Boy are they mixed up. Religions are nearly always tribal and preferential. They are clubs with members.
How come the editors of the Times don't get that?
Can you really give money to a religious group and tell them not to "discriminate"?
We have been there and we did that exercise back in the 60's. Yeshiva University and many other parochial schools had to decide back then if it could take the "Federal Money" that demanded non-discrimination.
The resulting Talmudic/Byzantine/convoluted/labyrinthine organizational framework that came out of that era has been a moral disaster.
It made this happen. YU leaders said to their donors we are a religious school for Jews. Give us your money. And to Washington they said we don't discriminate. Give us your money.
What does the Times want from religious organizations? Does the Times want to perpetuate more of the two-faced corruption of ethics and morals of the past?
Yes we know. The question goes back really to Obama who is keeping the Faith Based Initiatives alive and back to Bush who first set up shop in that swamp.
The title of the editorial says it all: "Faith-Based Fudging."
Our view is that the boundary between democracy and religion should never have been fudged in the first place.
There is no way for a religion to maintain its mission and integrity and for it to fulfill Obama's directive, to wit,
Speaking last July in Ohio, Mr. Obama set forth his “basic principles” for assuring constitutional balance. “First, if you get a federal grant, you can’t use the grant money to proselytize to the people you help and you can’t discriminate against them — or against the people you hire — on the basis of religion,” he said. “Second, federal dollars that go directly to churches, temples and mosques can only be used on secular programs.”Enforcement of these goals is impossible by definition. We all know that. The current wink and nod approach to making believe that it is not impossible is now just given a new name. It is called a "process of case-by-case review."

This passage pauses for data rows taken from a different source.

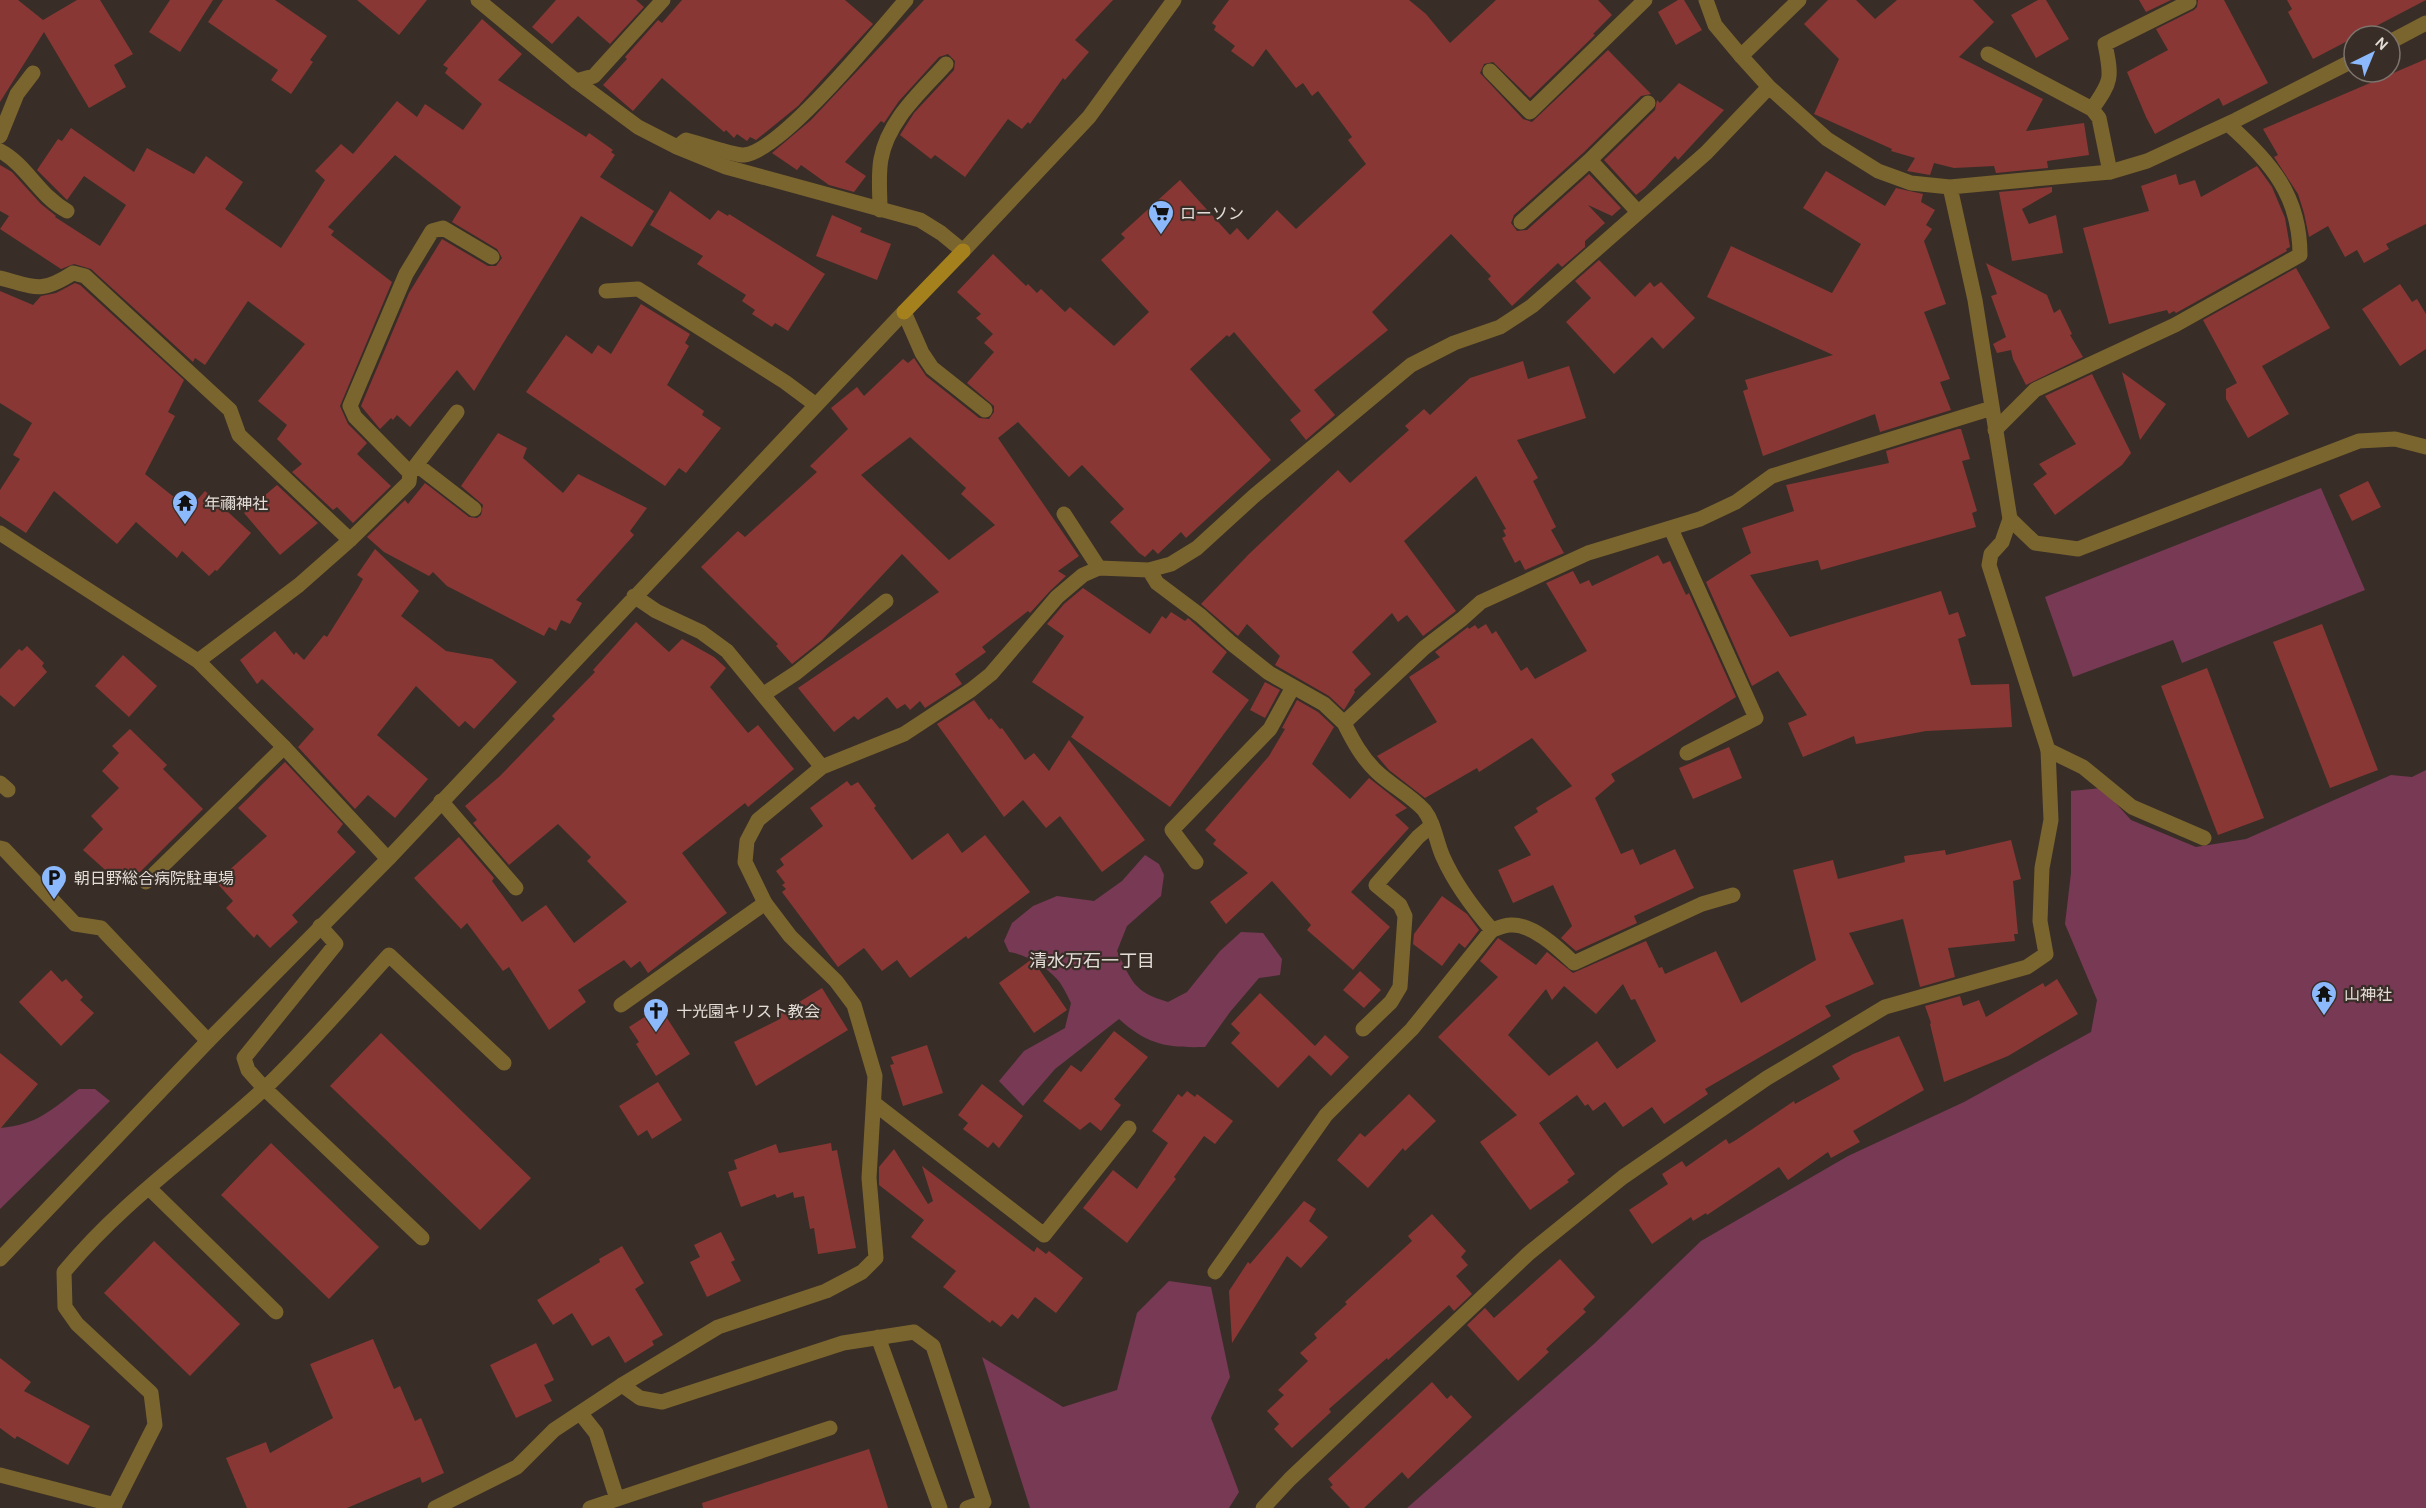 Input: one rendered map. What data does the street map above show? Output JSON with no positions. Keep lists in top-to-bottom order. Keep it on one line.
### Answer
{"districts":["清水万石一丁目"],"places":{"supermarket":["ローソン"],"temple":["年禰神社","山神社"],"parking":["朝日野総合病院駐車場"],"church":["十光園キリスト教会"]},"north":"top right"} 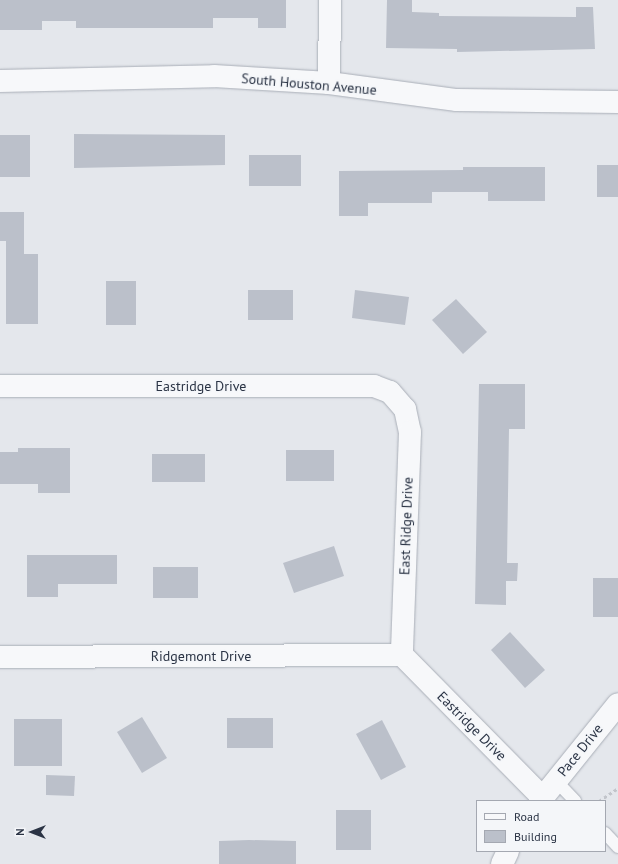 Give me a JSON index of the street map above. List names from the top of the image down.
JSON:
{
  "streets": {
    "street": [
      "South Houston Avenue",
      "Eastridge Drive",
      "East Ridge Drive",
      "Ridgemont Drive",
      "Pace Drive"
    ]
  },
  "crossings": [
    ["Eastridge Drive", "East Ridge Drive"],
    ["Eastridge Drive", "Ridgemont Drive"],
    ["Eastridge Drive", "Pace Drive"],
    ["East Ridge Drive", "Ridgemont Drive"]
  ],
  "legend": ["Road", "Building"],
  "north": "left"
} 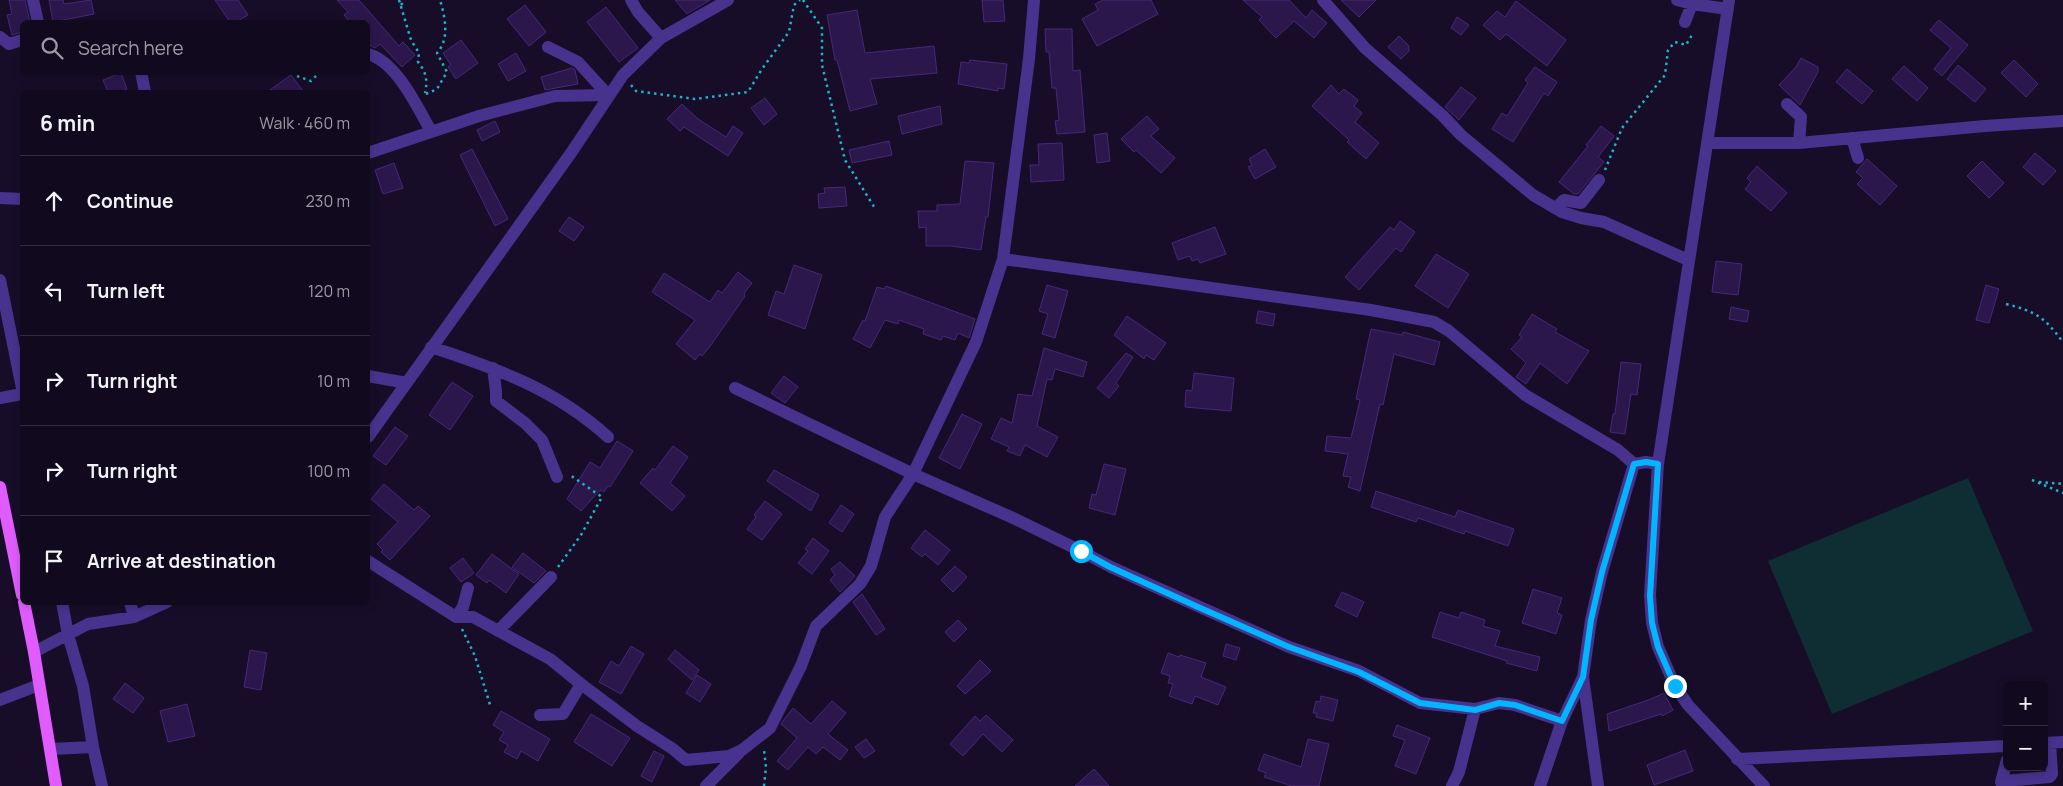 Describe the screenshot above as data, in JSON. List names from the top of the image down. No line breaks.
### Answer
{"page":{"search":"Search here","heading":["6 min","Walk · 460 m"],"list":[["Continue","230 m"],["Turn left","120 m"],["Turn right","10 m"],["Turn right","100 m"],"Arrive at destination"],"map_buttons":["+","−"]}} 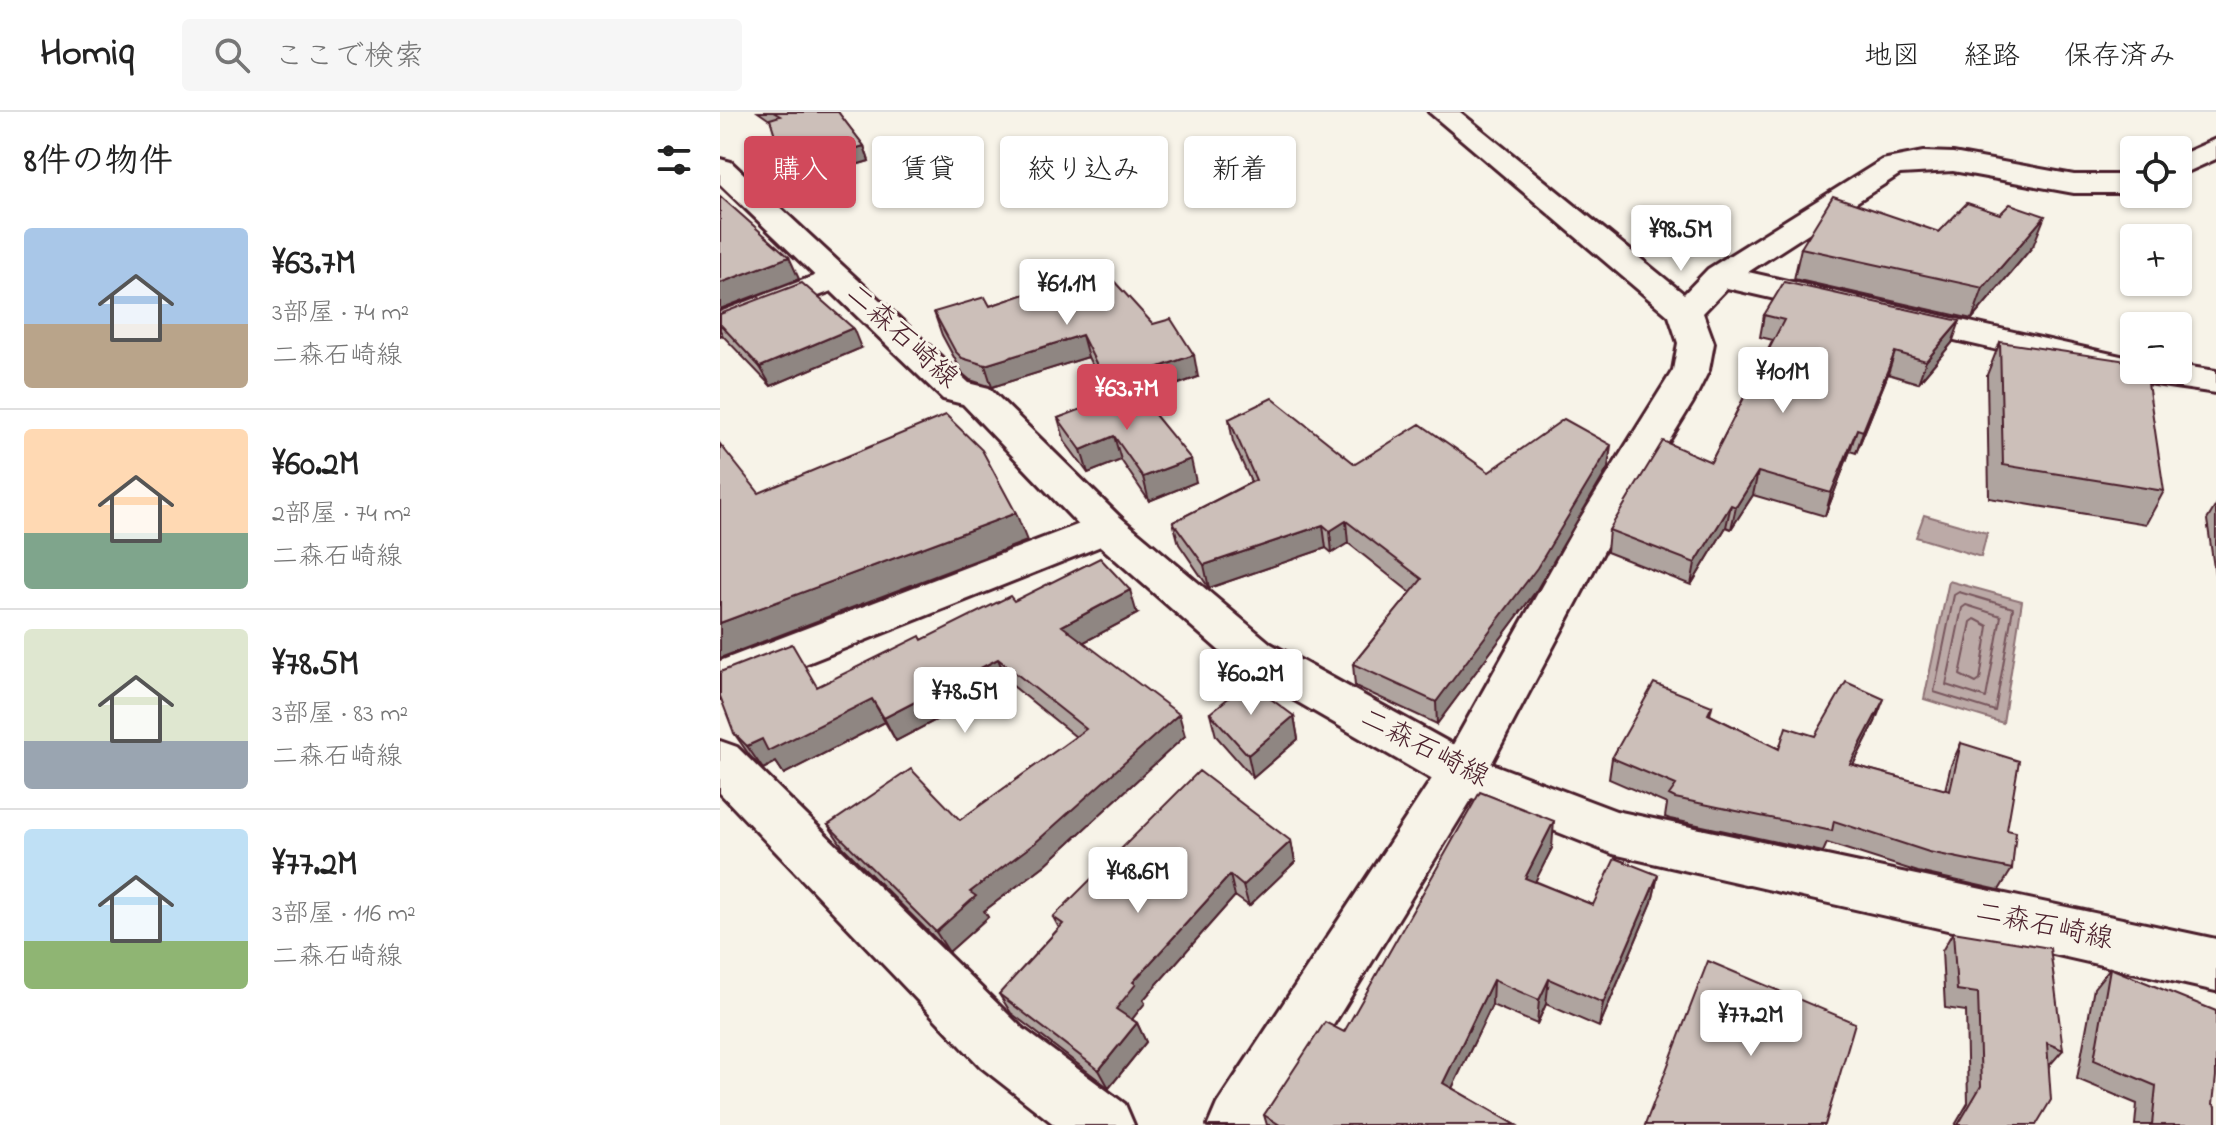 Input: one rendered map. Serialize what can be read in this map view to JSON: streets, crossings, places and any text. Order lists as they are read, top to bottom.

Constitutional lawyers may say this makes the funding program kosher.
The editorial concludes with a warning, "The case-by-case review seems destined to confuse as much as enlighten. And it is hardly the clear commitment to proper employment practices Mr. Obama voiced as a candidate, and the Constitution requires."
This warning is not enough.
The Times ought to have said clearly that the program is flawed at its essence and destructive to our nation's social fabric.
To keep these initiatives going means that we surely are instructing our purported moral leaders in their respective faith communities to misrepresent the essence of their being so they can qualify for Federal Funding. Or should we say, Federal Fudging?